All this was happenstance, however. It wasn’t an Oscar Wilde tour, but a visit to French friends in Dieppe. An Irish birthday demanded an appropriate French response. Conversation was assisted by good wine. Brexit was a source of utter bewilderment among the two French at the table. One, a frequent visitor to Ireland, is well informed. The other remembered poignantly her visit to Connemara as a student in 1965. And yes, we could clarify that Ireland would not be leaving the EU too. There was a palpable good will towards Ireland, but in France, we are a small far-away place.

Unprompted, our soccer supporters were enthused about in a conversation in which there wasn’t an awful lot of enthusing. A nearby German blockhouse is a remembrance of the last time France was in jeopardy. The threat now is incomparably smaller. But, the Paris metro is patrolled by armed soldiers. Gare Saint Lazare, the second busiest train station in Paris and the gateway to Normandy, as well. Our French friends dismissed that as pointless show. I am inclined to agree, but in government, it is often important to be seen to do something, even if it is pointless.

There is real apprehension about the influence of the far right and far left in France and very little good said about either President Hollande or his putative rival former president Sarkozy. The nub of the issue seemed to be that on the one hand an Islamic minority of about 10%, with cultural differences that are too deep to assimilate, has created a population within France, perhaps permanently beyond the state. On the other, our hosts told us acts of provocation are increasingly frequent. On a crowded train I witnessed a shouting match between a Muslim family with a woman in an expansive head scarf, though not a face veil, apparently about a buggy blocking the aisle. Maybe it was only about the buggy. People standing on crowded trains can become edgy. It is not easy being an outsider in France now.

Perhaps Islamic terrorism is a globalised commodity that anyone anywhere can simply download off the internet. Like Amazon or Uber it is as much disruptive technology as ideology. Dieppe has been bypassed by air travel. The number of people who stay here is now matched by the number who arrive by car ferry and simply drive on through. France, however, is hidebound by regulation and labour laws that protect those in the system but effectively impose a permanent state of high unemployment, borne chiefly by those on the edge of society.

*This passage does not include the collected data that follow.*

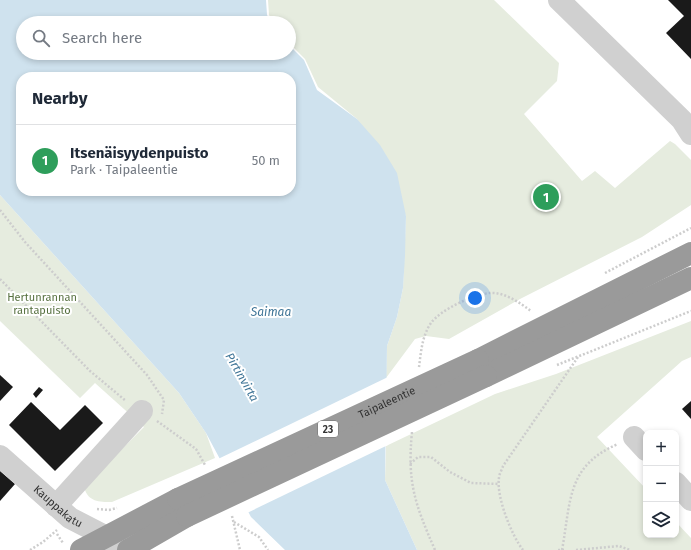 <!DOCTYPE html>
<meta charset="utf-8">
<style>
body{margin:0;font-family:"Fira Sans",sans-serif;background:#f2f2f3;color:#1f2937}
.controls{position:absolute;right:12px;bottom:12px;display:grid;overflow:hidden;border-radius:8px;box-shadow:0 2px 6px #0003}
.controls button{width:36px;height:36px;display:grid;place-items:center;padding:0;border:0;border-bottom:1px solid #e0e1e3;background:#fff;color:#1f2937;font:20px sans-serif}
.you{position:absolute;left:475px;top:298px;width:14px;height:14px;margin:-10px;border:3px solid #fff;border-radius:50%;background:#1a73e8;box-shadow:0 0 0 6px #1a73e833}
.badge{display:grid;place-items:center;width:26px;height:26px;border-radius:50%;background:#e63946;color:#fff;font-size:13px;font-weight:700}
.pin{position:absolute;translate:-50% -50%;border:2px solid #fff;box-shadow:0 1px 4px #0006}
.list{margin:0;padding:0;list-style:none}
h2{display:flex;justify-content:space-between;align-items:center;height:52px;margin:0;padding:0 16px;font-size:17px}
h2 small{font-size:13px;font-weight:400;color:#747a83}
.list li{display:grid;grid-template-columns:26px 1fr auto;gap:12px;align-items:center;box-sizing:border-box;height:72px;padding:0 16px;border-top:1px solid #e0e1e3}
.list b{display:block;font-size:15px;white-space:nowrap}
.list p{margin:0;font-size:13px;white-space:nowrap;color:#747a83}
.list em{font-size:13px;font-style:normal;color:#747a83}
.icon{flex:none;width:22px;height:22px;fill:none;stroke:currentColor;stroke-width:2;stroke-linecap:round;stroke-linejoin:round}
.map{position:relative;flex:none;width:691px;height:550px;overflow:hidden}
.search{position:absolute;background:#fff;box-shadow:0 2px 6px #0003;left:16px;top:16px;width:280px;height:44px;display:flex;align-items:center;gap:10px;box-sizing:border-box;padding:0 14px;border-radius:22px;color:#747a83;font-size:15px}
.panel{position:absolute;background:#fff;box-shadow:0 2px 6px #0003;left:16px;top:72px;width:280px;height:124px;border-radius:16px}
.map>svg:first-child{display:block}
.green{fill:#e6ecdf}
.water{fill:#cfe2ee;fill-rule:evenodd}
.pier{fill:#fff}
.building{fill:#1a1a1a}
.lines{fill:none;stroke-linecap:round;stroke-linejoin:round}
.path{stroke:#cdcdcd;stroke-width:2.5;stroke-dasharray:2 2;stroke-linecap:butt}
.minor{stroke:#d0d0d0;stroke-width:22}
.highway{stroke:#9a9a9a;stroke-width:22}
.highway-bridge{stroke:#9a9a9a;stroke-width:22}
.labels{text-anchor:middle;stroke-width:4;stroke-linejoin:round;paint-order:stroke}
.shield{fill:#fff;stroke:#707070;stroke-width:1}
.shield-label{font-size:10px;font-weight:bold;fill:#333}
.park-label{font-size:11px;fill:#56703f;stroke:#fff}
.street-label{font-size:11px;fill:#333;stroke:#fff}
.water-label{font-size:12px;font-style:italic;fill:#3f7597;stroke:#fff}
</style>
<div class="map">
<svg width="691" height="550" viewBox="0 0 691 550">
<rect width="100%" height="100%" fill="#fff"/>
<g class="green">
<path d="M268 0H494L559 63 557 81 524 114 582 181 595 171 615 188 670 141 675 144 691 160V205L642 237 520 299 449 339 426 336 415 339 386 378 387 346 397 317 403 288 406 216 357 119 318 87 305 59 289 43V23H274L269 15Z"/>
<path d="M0 195 179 393 206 433 215 458 112 502C99 502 88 502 84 487L144 427 95 383 80 398 0 321Z"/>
<path d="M691 321V357L682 361 597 437 646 489V535H676V522L691 538V550H417L385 480 386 446 495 394 556 374Z"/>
</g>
<path class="water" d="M0 0H266L267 15 272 23H23V53H289V45L304 60 317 90 357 119 380 145 397 173 406 216 405 256 403 288 397 317 387 346 385 480 417 550H285L251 517 206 433 179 393 0 195ZM21 77H291V191H21Z"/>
<path class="pier" d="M388 377V445L247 513 218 459Z"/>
<g class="building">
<path d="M668 0H691V59L666 33 684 16Z"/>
<path d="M0 375 13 387 0 401Z"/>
<path d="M39 387 43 390 36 398 33 394Z"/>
<path d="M691 401V419L682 409Z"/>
<path d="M31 402 60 430 85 405 103 423 55 471 9 425Z"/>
<path d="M0 471 15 484 0 501Z"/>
</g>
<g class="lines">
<g class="path">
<path d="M0 210 25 242 147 375 164 400 162 414"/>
<path d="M605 273 691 228"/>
<path d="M0 279 90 371 126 401"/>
<path d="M557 365 691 311"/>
<path d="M419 367C421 352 422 336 431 323 440 310 474 294 490 293 505 292 520 303 531 311"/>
<path d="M157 421 196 449 205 465"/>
<path d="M412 432C407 483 415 504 435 550"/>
<path d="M410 464 418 457H431L450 472 471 483 499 484"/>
<path d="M97 509 109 510 117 508"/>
<path d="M232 516 240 550"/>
<path d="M234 522 259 537 268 550"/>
<path d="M57 534 63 543"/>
<path d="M30 550 43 542 57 530"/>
<path d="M523 550C512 536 496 497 499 478 499 474 502 470 503 466L578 357"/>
<path d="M558 550H566"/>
<path d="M562 550C571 502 566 466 618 444"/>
<path d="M576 550 619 546 630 550"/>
</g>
<g class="minor">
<path d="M559 0 682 120 691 134"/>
<path d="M634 437 646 450"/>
<path id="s1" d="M0 456 70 518 105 536 122 550"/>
<path d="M676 483 691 500"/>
<path d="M56 506 142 411"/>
</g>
<g class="highway">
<path d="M478 360 691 253"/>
<path d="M486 376 691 278"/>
<path d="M81 550 178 499"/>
<path d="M128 550 187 516"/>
</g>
<g class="highway-bridge">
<path id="s2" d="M178 499 478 360"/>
<path d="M187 516 486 376"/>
</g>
</g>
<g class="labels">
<rect class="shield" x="318" y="421" width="20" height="16" rx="3"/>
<g class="shield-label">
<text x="328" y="433">23</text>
</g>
<g class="park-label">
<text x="42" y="301">Hertunrannan<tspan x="42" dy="13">rantapuisto</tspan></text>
</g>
<g class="street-label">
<text dy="4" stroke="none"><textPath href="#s2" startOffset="230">Taipaleentie</textPath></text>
<text dy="4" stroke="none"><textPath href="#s1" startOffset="77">Kauppakatu</textPath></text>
</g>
<g class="water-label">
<text x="271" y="316">Saimaa</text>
<text transform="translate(242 377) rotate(60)" y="4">Pirtinvirta</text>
</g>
</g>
</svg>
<div class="controls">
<button>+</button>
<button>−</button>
<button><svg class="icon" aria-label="layers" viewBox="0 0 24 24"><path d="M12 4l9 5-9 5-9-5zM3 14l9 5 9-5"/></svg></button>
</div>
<div class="you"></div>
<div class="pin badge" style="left:546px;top:197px;background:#2e9e5b">1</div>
<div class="search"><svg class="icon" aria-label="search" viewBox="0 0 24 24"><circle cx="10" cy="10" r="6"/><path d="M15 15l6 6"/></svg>Search here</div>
<section class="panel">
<h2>Nearby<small></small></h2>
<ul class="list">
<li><span class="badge" style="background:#2e9e5b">1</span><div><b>Itsenäisyydenpuisto</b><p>Park · Taipaleentie</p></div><em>50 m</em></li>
</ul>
</section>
</div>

There is a cow’s milk cheese instantly recognisable by its heart shape as coming from the village of Neufachâtel-en-Bray nearby. Presumably it is produced by those Charolais cattle, in picture postcard fields, ubiquitous across upper Normandy. Its origins are claimed to date from 1035, and is part of a dense patrimony of food, language, and culture that make up France. But this part of France has been fought over again and again. The English across the Channel; the Hapsburgs in Flanders; and in living memory the Germans; all disturbed its apparent timeless tranquillity. More than 1,200 people died on local beaches including Puys — mainly Canadians — in a failed assault on August 19, 1942. At Puys, the Royal Regiment of Canada was annihilated. Just 60 men out of 543 were extracted from the beach.

Surrounded by cliffs, and the only way up is a steep winding road. It was an appallingly planned and catastrophically failed precursor to D-Day. Curiously Lord Mountbatten was one of its main advocates.

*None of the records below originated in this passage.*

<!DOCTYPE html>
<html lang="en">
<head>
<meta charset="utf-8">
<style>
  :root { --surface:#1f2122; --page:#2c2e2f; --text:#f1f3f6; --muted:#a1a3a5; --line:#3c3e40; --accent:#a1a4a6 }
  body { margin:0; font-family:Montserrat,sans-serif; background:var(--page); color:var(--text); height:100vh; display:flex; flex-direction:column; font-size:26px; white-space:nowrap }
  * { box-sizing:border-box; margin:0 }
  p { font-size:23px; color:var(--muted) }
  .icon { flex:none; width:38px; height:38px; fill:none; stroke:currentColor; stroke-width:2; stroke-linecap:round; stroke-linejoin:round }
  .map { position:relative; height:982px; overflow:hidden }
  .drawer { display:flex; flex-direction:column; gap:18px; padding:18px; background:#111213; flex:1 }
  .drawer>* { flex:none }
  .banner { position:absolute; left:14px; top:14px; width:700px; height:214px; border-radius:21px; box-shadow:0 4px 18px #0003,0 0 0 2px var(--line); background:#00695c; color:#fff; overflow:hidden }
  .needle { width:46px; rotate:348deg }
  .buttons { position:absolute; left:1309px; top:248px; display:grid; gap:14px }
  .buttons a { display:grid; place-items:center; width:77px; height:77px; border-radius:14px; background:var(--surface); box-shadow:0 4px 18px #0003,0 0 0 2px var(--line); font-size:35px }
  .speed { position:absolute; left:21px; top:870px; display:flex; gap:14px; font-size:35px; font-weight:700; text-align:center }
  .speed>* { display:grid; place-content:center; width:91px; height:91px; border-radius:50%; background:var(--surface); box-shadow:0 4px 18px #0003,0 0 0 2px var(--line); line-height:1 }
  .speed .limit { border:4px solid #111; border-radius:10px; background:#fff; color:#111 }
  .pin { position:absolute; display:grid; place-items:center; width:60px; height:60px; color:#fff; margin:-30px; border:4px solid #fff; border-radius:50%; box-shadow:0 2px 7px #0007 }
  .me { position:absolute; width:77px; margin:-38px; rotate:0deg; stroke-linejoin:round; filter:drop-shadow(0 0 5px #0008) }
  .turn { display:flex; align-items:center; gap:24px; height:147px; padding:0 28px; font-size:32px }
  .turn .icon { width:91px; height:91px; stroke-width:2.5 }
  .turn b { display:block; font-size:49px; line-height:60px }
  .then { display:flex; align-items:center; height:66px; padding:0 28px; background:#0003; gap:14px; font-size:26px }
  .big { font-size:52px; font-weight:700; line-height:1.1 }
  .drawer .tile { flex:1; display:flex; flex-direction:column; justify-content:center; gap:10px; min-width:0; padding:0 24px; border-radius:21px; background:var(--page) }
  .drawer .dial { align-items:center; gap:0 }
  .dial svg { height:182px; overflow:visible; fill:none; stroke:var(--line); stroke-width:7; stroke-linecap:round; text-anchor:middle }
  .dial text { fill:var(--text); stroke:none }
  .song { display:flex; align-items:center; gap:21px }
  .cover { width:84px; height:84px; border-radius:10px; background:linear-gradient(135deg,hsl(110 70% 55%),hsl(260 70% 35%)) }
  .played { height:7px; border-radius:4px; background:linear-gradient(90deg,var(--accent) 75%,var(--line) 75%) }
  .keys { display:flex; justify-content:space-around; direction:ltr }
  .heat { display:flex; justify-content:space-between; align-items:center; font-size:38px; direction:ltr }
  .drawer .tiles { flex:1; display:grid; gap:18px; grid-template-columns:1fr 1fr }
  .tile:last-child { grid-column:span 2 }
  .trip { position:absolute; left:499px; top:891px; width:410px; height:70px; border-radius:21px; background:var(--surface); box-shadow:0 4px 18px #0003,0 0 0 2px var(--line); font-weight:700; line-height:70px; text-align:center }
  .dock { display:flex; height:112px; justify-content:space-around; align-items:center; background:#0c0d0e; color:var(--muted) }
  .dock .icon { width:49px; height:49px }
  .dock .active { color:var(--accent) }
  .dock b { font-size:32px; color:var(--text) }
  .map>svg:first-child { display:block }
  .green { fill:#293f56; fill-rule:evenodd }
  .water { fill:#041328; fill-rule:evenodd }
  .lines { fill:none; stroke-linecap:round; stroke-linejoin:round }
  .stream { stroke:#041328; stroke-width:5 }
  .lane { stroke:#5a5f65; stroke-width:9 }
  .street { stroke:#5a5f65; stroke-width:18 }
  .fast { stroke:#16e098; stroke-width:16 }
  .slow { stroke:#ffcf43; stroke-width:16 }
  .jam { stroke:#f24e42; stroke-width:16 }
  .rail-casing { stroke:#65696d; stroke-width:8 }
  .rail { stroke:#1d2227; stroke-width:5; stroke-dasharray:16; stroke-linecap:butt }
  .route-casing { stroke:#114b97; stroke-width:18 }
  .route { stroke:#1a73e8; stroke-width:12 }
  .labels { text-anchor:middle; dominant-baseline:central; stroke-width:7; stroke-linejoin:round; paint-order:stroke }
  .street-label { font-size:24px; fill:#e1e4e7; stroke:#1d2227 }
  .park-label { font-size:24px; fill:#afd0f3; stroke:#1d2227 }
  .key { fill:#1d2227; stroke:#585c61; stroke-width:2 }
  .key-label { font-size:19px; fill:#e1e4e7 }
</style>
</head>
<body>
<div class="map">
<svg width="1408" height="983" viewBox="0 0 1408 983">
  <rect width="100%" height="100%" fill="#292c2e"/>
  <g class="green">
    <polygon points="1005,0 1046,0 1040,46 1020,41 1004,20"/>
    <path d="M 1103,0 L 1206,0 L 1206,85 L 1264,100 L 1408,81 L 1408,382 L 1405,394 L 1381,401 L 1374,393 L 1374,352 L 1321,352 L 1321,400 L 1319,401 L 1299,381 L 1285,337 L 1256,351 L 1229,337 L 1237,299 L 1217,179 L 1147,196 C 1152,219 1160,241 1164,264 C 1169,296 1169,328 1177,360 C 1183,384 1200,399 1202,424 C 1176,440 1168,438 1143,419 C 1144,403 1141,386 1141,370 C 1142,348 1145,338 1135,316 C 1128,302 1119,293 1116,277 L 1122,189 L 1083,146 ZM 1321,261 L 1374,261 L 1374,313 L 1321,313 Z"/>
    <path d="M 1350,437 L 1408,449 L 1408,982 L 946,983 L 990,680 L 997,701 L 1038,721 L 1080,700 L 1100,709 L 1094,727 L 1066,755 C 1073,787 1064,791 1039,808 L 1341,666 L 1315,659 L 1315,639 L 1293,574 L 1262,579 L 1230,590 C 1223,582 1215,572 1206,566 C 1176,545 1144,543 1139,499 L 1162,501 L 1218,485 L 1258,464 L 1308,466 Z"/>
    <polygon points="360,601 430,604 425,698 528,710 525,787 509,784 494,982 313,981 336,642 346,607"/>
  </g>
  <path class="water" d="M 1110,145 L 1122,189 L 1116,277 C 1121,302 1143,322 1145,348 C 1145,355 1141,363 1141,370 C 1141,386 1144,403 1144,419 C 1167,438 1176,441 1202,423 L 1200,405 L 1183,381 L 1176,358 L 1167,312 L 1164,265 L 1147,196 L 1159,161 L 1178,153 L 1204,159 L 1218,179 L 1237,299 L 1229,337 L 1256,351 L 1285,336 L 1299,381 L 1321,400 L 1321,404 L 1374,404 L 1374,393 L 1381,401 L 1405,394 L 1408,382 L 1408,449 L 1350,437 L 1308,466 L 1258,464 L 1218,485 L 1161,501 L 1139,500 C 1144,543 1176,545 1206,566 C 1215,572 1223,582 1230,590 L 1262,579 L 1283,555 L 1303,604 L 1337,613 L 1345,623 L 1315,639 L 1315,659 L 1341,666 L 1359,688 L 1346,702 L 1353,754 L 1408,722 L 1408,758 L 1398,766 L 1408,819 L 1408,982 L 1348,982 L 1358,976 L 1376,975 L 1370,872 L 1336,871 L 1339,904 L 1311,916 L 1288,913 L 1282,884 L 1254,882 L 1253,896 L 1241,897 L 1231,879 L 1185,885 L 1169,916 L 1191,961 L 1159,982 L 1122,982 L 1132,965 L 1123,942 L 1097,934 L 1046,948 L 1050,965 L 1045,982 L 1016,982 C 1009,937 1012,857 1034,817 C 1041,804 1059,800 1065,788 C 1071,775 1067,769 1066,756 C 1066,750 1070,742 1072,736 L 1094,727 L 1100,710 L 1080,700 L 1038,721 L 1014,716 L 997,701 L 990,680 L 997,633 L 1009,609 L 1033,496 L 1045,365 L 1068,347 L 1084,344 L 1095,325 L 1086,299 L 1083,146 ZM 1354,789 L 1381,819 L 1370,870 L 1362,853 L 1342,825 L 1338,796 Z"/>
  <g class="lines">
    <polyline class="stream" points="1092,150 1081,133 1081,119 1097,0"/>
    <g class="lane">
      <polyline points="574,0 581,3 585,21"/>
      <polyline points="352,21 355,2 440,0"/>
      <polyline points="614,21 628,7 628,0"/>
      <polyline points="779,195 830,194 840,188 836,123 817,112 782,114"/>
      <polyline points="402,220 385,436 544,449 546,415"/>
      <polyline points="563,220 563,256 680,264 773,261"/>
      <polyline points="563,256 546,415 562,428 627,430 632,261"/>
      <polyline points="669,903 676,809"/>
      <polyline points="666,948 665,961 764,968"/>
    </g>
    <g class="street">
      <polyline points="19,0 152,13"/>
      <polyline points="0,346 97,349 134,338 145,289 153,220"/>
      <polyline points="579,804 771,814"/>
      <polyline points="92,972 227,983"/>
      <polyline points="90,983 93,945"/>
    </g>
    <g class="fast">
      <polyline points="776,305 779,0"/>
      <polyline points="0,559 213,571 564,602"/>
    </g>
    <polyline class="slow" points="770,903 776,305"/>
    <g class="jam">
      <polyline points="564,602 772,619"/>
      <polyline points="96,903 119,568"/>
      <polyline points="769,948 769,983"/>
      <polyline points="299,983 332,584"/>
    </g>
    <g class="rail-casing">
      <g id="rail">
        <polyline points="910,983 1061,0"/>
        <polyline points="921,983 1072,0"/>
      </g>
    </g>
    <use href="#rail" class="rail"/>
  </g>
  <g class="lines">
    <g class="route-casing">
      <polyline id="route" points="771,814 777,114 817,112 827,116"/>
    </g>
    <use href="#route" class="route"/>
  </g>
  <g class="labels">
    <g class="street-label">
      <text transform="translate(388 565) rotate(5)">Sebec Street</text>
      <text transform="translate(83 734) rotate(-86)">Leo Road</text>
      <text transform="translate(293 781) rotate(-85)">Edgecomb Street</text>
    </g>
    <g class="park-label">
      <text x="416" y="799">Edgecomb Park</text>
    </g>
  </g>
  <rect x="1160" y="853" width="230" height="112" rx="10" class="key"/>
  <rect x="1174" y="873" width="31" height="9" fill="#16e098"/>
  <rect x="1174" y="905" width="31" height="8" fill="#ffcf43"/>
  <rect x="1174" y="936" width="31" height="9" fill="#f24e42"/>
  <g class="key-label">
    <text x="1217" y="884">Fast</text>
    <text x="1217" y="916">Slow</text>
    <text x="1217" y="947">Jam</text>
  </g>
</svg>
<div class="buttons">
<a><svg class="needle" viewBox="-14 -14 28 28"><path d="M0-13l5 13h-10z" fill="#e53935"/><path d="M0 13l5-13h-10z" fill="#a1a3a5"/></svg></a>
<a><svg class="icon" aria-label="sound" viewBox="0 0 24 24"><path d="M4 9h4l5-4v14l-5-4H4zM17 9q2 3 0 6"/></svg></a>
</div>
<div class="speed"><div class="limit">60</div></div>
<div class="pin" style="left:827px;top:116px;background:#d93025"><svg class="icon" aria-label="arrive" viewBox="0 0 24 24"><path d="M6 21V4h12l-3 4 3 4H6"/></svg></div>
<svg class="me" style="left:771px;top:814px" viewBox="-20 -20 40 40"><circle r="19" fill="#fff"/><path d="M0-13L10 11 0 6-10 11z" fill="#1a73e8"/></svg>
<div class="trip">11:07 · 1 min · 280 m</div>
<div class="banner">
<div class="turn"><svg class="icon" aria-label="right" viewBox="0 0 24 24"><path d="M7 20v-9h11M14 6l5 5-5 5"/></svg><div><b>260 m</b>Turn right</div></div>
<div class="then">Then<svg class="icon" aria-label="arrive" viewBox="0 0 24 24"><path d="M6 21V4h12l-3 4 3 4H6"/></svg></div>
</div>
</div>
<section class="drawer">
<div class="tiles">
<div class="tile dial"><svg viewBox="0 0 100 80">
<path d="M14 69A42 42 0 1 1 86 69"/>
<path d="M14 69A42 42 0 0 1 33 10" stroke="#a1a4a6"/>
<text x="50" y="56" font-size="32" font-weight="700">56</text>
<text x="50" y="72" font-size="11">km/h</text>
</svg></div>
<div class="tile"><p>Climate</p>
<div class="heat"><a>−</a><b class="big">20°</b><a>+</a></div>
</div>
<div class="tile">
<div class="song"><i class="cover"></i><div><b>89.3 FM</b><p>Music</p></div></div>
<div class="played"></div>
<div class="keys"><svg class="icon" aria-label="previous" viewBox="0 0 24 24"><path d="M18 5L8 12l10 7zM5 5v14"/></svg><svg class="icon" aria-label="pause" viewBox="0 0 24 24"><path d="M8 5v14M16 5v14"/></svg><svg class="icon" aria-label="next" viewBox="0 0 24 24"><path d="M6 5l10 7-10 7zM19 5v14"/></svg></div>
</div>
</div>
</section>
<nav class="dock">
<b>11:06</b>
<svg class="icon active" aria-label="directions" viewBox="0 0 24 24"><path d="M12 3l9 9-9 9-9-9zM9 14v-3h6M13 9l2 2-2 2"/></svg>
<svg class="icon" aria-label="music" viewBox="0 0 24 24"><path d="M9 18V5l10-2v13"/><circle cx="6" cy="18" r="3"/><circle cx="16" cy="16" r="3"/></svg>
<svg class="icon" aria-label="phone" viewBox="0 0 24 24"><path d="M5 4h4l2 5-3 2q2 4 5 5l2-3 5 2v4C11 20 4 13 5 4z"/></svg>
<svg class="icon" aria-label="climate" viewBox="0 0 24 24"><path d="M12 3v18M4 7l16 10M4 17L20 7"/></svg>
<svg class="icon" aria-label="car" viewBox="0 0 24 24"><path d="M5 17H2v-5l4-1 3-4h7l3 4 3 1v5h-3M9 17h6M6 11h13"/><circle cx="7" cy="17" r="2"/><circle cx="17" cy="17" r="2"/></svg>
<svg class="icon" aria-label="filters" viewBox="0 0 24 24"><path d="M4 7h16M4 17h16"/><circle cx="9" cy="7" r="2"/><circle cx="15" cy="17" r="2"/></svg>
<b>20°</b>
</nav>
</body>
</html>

They were brave men who went ashore from those boats “striving to reach the heights beyond” as recorded on a simple memorial. Wilde, on the other hand, famously refused to take the boat to France, when he could have cut and run. Instead he stood trial, was condemned and the great Ballad of Reading Gaol is an account of his purgatory. Within a lifetime Puys became hell on earth for those who landed.

On YouTube there is a video of the great Canadian premier Mackenzie King at Puys. He is greeted by the Archbishop of Rouen from whose cathedral, a lifetime later, Father Jaques Hamel would be buried. In silent, grainy footage flowers are laid at the war memorial that is still there. An excellent lunch is only a short walk away. A birthday cake was produced, soaking in calories and calvados. On days like last Sunday, the world is just table talk. It is the sort of place you could pass in an instant without noticing at all. There isn’t much to see.